* Task description
All that is needed is the listing, transcribed exactly and in full.
━━ Source data ━━
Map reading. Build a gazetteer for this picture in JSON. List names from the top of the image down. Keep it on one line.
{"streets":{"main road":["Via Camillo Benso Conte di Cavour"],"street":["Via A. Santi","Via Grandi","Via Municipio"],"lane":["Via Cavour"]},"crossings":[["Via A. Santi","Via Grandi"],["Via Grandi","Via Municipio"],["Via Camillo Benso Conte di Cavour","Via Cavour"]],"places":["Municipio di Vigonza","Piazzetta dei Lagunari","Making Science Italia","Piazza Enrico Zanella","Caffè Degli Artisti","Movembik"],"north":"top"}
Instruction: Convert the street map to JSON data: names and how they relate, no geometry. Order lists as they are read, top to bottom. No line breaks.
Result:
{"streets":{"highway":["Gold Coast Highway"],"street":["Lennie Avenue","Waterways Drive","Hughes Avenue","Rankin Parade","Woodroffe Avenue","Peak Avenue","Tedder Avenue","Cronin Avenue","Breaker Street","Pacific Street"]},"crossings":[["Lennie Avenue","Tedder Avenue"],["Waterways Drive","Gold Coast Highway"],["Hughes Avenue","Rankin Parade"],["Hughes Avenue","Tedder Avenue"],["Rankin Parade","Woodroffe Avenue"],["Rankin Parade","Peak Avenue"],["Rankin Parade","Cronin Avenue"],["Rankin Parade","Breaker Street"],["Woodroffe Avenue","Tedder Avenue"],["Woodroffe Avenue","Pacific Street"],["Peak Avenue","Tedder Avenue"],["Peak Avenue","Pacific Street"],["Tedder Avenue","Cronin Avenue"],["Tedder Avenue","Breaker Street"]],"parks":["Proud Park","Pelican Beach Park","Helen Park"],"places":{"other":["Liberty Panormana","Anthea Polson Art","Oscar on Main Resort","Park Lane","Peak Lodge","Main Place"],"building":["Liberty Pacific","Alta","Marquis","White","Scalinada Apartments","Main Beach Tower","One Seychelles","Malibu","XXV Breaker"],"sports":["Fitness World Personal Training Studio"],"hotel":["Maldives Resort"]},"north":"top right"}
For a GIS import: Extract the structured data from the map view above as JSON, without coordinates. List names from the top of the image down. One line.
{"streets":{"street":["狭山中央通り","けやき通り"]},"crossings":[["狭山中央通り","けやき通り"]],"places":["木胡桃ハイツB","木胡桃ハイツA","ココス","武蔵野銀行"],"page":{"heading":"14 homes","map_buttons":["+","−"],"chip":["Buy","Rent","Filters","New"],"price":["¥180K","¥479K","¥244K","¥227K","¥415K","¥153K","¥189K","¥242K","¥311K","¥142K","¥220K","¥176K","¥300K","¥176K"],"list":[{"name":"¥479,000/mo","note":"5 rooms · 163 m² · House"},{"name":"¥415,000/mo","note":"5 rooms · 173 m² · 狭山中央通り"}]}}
━━━
* Response
Map reading. Build a gazetteer for this picture in JSON. List names from the top of the image down. Keep it on one line.
{"streets":{"main road":["Via Camillo Benso Conte di Cavour"],"street":["Via A. Santi","Via Grandi","Via Municipio"],"lane":["Via Cavour"]},"crossings":[["Via A. Santi","Via Grandi"],["Via Grandi","Via Municipio"],["Via Camillo Benso Conte di Cavour","Via Cavour"]],"places":["Municipio di Vigonza","Piazzetta dei Lagunari","Making Science Italia","Piazza Enrico Zanella","Caffè Degli Artisti","Movembik"],"north":"top"}
Instruction: Convert the street map to JSON data: names and how they relate, no geometry. Order lists as they are read, top to bottom. No line breaks.
Result:
{"streets":{"highway":["Gold Coast Highway"],"street":["Lennie Avenue","Waterways Drive","Hughes Avenue","Rankin Parade","Woodroffe Avenue","Peak Avenue","Tedder Avenue","Cronin Avenue","Breaker Street","Pacific Street"]},"crossings":[["Lennie Avenue","Tedder Avenue"],["Waterways Drive","Gold Coast Highway"],["Hughes Avenue","Rankin Parade"],["Hughes Avenue","Tedder Avenue"],["Rankin Parade","Woodroffe Avenue"],["Rankin Parade","Peak Avenue"],["Rankin Parade","Cronin Avenue"],["Rankin Parade","Breaker Street"],["Woodroffe Avenue","Tedder Avenue"],["Woodroffe Avenue","Pacific Street"],["Peak Avenue","Tedder Avenue"],["Peak Avenue","Pacific Street"],["Tedder Avenue","Cronin Avenue"],["Tedder Avenue","Breaker Street"]],"parks":["Proud Park","Pelican Beach Park","Helen Park"],"places":{"other":["Liberty Panormana","Anthea Polson Art","Oscar on Main Resort","Park Lane","Peak Lodge","Main Place"],"building":["Liberty Pacific","Alta","Marquis","White","Scalinada Apartments","Main Beach Tower","One Seychelles","Malibu","XXV Breaker"],"sports":["Fitness World Personal Training Studio"],"hotel":["Maldives Resort"]},"north":"top right"}
For a GIS import: Extract the structured data from the map view above as JSON, without coordinates. List names from the top of the image down. One line.
{"streets":{"street":["狭山中央通り","けやき通り"]},"crossings":[["狭山中央通り","けやき通り"]],"places":["木胡桃ハイツB","木胡桃ハイツA","ココス","武蔵野銀行"],"page":{"heading":"14 homes","map_buttons":["+","−"],"chip":["Buy","Rent","Filters","New"],"price":["¥180K","¥479K","¥244K","¥227K","¥415K","¥153K","¥189K","¥242K","¥311K","¥142K","¥220K","¥176K","¥300K","¥176K"],"list":[{"name":"¥479,000/mo","note":"5 rooms · 163 m² · House"},{"name":"¥415,000/mo","note":"5 rooms · 173 m² · 狭山中央通り"}]}}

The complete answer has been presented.